Instructions for the task> For the word "overflow", copy every line of the material that includes it.
>>>
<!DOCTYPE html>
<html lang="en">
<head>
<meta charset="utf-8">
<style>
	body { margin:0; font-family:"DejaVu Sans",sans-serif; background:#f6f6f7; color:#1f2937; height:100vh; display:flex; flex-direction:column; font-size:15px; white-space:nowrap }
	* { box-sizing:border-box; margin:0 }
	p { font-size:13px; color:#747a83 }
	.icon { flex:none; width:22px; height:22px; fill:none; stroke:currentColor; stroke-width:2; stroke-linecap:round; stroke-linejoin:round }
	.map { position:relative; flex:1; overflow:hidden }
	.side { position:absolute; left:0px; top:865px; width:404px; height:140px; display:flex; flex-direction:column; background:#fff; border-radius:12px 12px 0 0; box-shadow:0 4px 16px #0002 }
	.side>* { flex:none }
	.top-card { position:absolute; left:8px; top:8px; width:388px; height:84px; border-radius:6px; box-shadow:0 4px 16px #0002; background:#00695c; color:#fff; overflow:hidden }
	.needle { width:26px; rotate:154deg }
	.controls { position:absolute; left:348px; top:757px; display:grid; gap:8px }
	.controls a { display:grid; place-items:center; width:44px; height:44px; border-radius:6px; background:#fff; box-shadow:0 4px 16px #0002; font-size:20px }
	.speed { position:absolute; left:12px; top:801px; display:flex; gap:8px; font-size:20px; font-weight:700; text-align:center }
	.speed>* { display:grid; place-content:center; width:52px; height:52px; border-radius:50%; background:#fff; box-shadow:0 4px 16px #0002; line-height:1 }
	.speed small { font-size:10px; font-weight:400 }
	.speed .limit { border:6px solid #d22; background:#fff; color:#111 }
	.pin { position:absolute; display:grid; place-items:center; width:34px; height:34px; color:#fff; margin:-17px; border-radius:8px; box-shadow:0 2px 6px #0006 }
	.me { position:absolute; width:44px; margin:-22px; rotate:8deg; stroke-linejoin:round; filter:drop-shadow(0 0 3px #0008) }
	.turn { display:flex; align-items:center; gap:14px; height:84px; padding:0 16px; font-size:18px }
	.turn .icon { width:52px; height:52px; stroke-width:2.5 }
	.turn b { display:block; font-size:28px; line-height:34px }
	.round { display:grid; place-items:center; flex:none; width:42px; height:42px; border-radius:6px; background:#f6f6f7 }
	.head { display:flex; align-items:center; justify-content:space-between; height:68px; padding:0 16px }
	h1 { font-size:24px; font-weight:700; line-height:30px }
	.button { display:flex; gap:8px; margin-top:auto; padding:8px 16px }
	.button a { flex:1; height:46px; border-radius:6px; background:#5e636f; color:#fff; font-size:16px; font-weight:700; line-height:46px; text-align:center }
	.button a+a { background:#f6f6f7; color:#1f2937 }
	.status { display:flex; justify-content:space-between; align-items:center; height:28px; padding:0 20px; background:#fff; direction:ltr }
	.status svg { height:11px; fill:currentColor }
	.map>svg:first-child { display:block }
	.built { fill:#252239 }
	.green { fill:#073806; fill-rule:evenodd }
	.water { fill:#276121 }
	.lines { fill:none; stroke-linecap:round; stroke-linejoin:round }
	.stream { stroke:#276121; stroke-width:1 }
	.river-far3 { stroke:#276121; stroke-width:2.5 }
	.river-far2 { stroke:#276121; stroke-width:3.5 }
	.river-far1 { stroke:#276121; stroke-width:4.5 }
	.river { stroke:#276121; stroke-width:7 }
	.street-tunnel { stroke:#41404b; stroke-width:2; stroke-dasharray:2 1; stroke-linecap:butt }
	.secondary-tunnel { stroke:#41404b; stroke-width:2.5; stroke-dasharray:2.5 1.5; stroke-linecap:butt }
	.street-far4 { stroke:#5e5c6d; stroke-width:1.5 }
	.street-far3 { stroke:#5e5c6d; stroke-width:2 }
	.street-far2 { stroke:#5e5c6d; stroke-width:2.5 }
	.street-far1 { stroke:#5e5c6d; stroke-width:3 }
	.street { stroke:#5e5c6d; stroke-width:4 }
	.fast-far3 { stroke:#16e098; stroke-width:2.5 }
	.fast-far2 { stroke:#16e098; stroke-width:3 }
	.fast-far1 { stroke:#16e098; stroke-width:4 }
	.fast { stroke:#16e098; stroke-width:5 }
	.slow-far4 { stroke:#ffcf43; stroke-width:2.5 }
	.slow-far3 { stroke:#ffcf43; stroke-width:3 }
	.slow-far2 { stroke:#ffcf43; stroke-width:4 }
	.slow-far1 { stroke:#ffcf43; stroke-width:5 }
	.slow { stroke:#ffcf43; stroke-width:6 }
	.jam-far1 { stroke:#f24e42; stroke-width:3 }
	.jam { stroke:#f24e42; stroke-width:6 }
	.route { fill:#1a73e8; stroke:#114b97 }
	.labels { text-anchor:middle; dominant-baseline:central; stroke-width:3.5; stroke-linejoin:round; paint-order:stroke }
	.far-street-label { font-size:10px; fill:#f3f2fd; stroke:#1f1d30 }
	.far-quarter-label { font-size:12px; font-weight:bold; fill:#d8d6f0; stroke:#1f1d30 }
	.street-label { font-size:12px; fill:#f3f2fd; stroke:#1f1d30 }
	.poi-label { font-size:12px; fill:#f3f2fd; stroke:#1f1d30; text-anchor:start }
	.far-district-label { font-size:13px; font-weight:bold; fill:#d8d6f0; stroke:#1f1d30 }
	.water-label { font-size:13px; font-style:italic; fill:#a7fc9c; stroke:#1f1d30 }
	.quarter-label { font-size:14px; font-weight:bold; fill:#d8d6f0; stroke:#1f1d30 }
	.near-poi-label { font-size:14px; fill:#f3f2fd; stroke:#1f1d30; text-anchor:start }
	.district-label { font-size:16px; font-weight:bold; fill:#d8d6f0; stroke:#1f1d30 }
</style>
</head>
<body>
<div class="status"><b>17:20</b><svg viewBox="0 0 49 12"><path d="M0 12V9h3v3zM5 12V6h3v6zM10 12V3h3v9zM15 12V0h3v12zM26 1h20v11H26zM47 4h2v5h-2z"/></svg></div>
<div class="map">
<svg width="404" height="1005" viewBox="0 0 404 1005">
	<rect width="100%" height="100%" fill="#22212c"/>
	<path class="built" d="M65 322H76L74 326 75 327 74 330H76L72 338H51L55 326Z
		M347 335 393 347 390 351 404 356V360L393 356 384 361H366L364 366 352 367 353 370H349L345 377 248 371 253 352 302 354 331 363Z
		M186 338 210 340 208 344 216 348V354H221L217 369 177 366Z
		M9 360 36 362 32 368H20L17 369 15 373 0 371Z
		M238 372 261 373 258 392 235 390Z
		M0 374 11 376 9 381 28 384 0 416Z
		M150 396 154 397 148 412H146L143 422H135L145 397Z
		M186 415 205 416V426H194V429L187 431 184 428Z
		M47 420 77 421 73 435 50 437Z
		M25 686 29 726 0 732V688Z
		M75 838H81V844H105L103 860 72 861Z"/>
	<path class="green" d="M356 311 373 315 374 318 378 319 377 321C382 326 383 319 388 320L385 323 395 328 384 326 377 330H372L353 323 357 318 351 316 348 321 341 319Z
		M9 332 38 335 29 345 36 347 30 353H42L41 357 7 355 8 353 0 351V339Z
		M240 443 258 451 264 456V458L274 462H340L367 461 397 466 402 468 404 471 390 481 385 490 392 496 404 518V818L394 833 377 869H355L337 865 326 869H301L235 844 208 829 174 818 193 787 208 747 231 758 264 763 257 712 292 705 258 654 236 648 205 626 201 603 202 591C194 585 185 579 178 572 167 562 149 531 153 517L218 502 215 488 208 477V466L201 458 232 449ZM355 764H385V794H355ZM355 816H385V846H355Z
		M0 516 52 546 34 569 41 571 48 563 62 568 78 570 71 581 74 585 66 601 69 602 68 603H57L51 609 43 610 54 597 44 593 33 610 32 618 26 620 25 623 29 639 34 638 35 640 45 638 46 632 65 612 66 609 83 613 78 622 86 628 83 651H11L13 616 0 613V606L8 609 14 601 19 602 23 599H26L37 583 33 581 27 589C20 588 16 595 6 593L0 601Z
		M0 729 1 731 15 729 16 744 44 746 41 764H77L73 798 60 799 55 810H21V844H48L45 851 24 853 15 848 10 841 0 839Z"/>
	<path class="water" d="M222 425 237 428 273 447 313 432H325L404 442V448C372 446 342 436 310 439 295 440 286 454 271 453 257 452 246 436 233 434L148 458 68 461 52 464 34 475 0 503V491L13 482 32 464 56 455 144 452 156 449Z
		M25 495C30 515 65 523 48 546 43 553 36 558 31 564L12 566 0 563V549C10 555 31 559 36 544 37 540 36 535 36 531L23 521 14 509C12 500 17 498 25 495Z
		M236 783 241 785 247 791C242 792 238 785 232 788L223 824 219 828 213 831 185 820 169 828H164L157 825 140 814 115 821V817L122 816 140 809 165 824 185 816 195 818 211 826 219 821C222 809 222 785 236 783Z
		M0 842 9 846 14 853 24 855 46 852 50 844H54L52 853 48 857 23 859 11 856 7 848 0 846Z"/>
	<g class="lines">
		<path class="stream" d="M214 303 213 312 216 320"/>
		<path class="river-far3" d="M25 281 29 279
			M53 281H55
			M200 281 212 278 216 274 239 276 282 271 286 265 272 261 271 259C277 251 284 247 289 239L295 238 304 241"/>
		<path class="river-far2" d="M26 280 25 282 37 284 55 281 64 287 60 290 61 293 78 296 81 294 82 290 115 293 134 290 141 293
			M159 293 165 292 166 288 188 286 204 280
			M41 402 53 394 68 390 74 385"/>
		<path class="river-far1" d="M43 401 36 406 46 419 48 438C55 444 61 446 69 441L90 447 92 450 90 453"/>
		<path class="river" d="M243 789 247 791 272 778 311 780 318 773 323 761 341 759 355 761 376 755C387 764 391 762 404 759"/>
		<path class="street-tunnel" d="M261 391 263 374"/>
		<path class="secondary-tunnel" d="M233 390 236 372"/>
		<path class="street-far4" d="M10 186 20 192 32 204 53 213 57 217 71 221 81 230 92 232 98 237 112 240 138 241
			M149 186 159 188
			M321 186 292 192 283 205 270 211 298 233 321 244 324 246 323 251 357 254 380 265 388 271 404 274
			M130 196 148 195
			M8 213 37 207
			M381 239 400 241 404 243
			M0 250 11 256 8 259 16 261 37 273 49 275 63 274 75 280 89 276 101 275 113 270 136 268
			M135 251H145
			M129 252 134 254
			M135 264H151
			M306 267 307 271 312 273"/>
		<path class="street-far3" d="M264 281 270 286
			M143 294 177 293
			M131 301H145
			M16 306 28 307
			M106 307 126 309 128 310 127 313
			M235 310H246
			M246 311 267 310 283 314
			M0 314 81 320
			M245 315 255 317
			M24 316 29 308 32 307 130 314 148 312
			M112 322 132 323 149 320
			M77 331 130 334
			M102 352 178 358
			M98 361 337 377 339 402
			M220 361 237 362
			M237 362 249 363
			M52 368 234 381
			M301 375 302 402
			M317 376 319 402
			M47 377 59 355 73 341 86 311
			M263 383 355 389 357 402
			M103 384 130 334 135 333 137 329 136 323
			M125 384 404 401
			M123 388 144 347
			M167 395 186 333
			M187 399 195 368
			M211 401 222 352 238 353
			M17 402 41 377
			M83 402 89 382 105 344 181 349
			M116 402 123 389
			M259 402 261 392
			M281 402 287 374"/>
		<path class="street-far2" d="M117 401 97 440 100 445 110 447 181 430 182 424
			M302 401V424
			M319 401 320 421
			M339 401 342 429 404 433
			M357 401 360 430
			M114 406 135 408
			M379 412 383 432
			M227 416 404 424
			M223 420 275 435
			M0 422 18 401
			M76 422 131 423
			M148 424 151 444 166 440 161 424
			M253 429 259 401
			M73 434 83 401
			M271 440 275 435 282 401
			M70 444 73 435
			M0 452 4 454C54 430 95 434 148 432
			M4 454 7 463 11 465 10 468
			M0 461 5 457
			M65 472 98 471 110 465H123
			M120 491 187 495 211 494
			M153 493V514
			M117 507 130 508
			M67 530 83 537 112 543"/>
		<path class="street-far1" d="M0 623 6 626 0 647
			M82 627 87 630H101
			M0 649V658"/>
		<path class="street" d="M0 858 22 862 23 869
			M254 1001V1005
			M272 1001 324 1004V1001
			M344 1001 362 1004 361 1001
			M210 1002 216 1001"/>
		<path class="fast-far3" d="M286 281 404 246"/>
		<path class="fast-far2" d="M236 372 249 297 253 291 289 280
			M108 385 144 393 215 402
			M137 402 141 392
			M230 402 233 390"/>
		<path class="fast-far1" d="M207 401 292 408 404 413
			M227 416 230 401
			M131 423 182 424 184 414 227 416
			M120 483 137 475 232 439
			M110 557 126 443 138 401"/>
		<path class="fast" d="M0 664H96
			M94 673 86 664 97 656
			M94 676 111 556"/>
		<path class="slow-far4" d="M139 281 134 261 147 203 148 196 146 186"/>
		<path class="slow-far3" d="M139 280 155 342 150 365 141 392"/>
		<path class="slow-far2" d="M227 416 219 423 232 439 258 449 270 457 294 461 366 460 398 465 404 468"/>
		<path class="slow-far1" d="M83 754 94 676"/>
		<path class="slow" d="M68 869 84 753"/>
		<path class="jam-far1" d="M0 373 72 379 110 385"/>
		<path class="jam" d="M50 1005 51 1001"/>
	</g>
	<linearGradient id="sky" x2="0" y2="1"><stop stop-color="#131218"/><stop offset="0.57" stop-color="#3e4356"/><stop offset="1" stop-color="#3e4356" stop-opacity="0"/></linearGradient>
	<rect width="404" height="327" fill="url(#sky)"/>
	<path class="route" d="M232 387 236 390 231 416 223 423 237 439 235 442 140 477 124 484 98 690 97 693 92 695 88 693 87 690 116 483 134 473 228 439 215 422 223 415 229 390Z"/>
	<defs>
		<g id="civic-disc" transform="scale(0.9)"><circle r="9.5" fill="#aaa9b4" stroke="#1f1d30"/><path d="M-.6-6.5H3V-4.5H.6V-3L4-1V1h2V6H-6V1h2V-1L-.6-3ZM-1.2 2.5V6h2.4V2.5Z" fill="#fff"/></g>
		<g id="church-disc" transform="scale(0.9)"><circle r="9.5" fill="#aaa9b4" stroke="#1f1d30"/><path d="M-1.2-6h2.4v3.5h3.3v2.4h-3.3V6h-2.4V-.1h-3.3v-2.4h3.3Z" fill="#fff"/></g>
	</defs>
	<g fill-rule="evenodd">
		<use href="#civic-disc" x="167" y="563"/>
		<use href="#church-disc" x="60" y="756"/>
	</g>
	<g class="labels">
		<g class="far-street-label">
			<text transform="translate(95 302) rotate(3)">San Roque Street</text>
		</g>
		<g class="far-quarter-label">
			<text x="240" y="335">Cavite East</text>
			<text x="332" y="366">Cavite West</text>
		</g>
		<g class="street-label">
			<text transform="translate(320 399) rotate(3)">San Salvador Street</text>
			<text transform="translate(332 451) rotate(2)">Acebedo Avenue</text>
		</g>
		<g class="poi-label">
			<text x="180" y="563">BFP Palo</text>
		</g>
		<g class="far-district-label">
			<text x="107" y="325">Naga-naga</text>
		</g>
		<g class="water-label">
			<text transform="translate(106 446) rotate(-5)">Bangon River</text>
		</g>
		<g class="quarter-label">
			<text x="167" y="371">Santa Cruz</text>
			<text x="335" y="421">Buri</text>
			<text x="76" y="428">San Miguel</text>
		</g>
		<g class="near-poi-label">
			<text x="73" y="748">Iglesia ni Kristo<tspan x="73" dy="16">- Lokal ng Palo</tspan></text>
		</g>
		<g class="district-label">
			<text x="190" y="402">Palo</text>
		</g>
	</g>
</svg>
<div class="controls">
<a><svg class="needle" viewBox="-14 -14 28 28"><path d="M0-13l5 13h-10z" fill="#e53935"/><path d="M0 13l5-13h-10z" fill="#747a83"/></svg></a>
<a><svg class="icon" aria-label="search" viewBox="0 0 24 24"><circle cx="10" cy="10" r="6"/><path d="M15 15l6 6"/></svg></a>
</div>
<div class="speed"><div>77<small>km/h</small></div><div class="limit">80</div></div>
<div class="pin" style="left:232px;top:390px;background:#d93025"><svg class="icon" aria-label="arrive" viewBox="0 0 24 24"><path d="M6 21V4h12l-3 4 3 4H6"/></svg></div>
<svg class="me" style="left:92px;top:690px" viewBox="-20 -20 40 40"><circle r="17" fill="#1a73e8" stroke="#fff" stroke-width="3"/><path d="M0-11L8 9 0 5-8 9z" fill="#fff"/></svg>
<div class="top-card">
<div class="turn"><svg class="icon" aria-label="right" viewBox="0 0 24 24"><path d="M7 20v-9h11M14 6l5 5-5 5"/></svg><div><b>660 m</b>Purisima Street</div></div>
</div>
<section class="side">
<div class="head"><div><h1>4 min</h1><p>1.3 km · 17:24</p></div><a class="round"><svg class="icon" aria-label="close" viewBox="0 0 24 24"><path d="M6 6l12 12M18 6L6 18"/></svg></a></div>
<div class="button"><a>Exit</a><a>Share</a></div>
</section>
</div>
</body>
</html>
<<<
Response to the task>
	.map { position:relative; flex:1; overflow:hidden }
	.top-card { position:absolute; left:8px; top:8px; width:388px; height:84px; border-radius:6px; box-shadow:0 4px 16px #0002; background:#00695c; color:#fff; overflow:hidden }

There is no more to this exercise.